The Sun. Absolutely the Sun. The Sun completely dominates the gravitational potential of the solar system. Every giant planet has rings. Saturn only has the biggest and most beautiful ones.
Would we not be able to see this "ring around our other orbits"?
It is not a ring, it is a cloud. Spherically symmetric. We say that because long-period comets come from all directions, not just from one particular plane.
What would cause one of these masses to suddenly, randomly, break away from a billion years of routine pattern of orbit and get the momentum to come toward earth?
That's a good question. The answer is that no, they do not suddenly, randomly break away from a billion years of routine pattern. The Oort cloud objects probably have a random distribution of orbits. The vast majority of those orbits could never be made into comets; but in a random distribution there will always be a small fraction of bodies that have already extremely eccentric orbits. These are bodies that have extremely little angular momentum. A circular orbit has maximum angular momentum, and a perfectly radial orbit has zero angular momentum. An Oort cloud object that has a semimajor axis of 10,000 AU and reaches as far down as (say) Saturn, already has only 1.4% of the angular momentum of a circular orbit. If it loses another 1%, it will reach the Earth. So a small gravitational nudge could do it. Oort cloud objects are far enough that they are only very loosely bound to the Sun; so a torque from a passing star or the Milky Way itself an nudge them.
You know what? This is one big universe. There are chunks of rocks out there. Every once and a while one comes our way.
That wouldn't work. First, things in the Galaxy are too far away for random chunks of ice to get to another star. Second, the orbits of these comets show that they are bound to the Sun. They are orbiting the Sun; they are not external.
There doesn't have to be a cloud of orbiting debris out there that spits one out from time to time. We have the Hubble telescope and it can look light years into the great beyond. It hasn't found the Oort cloud.
Why do you think that Hubble would be able to see the Oort cloud? An Oort cloud object way dimmer than a distant star. Consider: You can't even see Neptune with the naked eye, but you can see many stars with the naked eye. Neptune is a lot dimmer than a star. Well, a 1km body at 10,000 AU is a 10 quadrillion times dimmer than Neptune.
They cannot bring God into it or their house of cards falls down.
You did not bring god into it either. You were talking about random chunks of ice coming randomly into the solar system. Your hypothesis is disproven by the orbits of the comets. They clearly belong to the solar system.
Oort shmort.... not observable, not measurable, not believable. It's faith in figments.
"Good science is observable, measurable and repeatable. Everything else is junk!"

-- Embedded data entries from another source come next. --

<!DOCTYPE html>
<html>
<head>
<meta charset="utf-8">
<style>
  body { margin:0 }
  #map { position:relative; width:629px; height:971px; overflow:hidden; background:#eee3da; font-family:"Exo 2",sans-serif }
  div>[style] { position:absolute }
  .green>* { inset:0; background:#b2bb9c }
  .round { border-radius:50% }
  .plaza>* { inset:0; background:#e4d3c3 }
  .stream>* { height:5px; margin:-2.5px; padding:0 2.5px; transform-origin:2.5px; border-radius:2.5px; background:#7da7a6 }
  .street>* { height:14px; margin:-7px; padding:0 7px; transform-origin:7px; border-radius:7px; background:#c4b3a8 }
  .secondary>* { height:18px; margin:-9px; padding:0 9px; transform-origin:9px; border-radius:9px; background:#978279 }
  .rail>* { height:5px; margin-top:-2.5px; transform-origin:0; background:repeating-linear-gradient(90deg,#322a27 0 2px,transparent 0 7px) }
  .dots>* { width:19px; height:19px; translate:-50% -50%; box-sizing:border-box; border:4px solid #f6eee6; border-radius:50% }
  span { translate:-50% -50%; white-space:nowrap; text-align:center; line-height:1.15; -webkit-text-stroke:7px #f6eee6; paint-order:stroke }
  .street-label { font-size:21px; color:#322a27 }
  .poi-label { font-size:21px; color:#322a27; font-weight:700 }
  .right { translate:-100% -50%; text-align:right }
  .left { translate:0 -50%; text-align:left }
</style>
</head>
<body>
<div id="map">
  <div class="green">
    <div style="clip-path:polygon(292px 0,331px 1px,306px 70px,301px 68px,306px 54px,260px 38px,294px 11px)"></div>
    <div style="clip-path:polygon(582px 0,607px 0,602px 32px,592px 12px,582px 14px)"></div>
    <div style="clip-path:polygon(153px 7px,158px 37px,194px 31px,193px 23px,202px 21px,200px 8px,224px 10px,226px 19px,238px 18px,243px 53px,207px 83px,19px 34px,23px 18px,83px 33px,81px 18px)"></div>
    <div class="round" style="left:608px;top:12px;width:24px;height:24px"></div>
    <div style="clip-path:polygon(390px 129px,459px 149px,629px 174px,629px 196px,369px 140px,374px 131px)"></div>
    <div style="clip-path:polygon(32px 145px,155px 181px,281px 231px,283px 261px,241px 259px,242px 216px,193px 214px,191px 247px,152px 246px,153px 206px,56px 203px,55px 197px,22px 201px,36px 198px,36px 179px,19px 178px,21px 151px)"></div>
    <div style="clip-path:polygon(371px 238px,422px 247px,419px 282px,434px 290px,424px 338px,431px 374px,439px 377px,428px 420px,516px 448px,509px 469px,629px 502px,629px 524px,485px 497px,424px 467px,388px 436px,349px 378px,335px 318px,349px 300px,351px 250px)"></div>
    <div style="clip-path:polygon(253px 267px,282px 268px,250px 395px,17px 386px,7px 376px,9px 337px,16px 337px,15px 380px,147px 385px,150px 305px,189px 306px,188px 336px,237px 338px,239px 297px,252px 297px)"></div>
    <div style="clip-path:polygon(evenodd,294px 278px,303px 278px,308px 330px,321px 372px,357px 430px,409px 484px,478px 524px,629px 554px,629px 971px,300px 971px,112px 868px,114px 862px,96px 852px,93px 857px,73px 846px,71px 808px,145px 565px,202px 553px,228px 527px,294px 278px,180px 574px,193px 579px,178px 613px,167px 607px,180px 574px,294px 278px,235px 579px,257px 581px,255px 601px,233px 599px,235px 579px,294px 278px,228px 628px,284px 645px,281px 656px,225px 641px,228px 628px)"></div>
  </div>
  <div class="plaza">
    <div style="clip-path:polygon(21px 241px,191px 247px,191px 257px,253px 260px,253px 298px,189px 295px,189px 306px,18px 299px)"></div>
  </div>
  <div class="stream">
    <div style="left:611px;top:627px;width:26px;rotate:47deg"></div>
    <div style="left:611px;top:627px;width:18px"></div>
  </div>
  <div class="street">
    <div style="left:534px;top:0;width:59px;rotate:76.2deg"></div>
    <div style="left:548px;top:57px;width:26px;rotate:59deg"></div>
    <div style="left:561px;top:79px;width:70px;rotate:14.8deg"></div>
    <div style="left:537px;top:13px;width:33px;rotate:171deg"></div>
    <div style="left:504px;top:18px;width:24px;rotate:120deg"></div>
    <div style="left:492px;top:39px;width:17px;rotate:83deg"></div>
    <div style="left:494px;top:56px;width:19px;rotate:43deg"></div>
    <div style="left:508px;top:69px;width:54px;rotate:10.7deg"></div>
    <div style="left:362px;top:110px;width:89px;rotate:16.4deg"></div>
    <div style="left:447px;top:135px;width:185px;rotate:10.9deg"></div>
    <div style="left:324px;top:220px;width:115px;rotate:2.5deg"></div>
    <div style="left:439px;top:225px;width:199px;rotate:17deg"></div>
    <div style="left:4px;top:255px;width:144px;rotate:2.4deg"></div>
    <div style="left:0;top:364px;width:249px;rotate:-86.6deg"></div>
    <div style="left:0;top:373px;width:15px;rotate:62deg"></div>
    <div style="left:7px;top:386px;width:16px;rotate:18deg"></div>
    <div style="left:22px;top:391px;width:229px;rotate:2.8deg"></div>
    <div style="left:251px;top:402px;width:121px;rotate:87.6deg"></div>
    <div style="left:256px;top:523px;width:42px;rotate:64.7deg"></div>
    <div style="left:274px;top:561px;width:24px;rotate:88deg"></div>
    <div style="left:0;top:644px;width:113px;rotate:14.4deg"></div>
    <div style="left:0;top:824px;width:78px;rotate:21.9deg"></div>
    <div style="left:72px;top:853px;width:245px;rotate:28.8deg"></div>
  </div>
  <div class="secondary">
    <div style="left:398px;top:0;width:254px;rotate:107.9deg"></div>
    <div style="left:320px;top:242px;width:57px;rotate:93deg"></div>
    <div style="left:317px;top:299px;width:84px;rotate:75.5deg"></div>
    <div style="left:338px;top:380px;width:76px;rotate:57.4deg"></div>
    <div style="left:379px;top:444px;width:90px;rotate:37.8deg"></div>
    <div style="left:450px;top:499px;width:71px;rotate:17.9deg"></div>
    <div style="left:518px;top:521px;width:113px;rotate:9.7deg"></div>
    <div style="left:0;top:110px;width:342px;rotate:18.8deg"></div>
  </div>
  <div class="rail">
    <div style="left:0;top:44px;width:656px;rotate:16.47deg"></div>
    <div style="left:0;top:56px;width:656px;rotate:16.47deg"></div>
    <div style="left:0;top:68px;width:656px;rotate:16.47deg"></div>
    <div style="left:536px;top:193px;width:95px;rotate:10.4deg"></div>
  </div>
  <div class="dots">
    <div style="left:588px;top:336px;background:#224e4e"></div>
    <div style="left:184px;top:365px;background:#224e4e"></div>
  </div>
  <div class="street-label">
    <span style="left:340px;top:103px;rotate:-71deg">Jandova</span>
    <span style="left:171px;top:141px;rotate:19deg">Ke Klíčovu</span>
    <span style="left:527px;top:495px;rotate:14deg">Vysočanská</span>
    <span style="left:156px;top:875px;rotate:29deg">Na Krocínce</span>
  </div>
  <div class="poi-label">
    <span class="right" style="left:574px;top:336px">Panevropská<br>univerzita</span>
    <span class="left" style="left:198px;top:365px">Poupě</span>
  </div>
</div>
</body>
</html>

Don't believe if you don't want to. But the Oort cloud concept is testable: (1) If the Oort cloud objects formed with the solar system, they should have an isotopic composition that matches the solar system. This is difficult to test, but it is testable. (2) We could send a probe there (like, maybe a solar sail). Difficult, but it should be done one day. Let's distinguish between "not observable" and "hard to observe".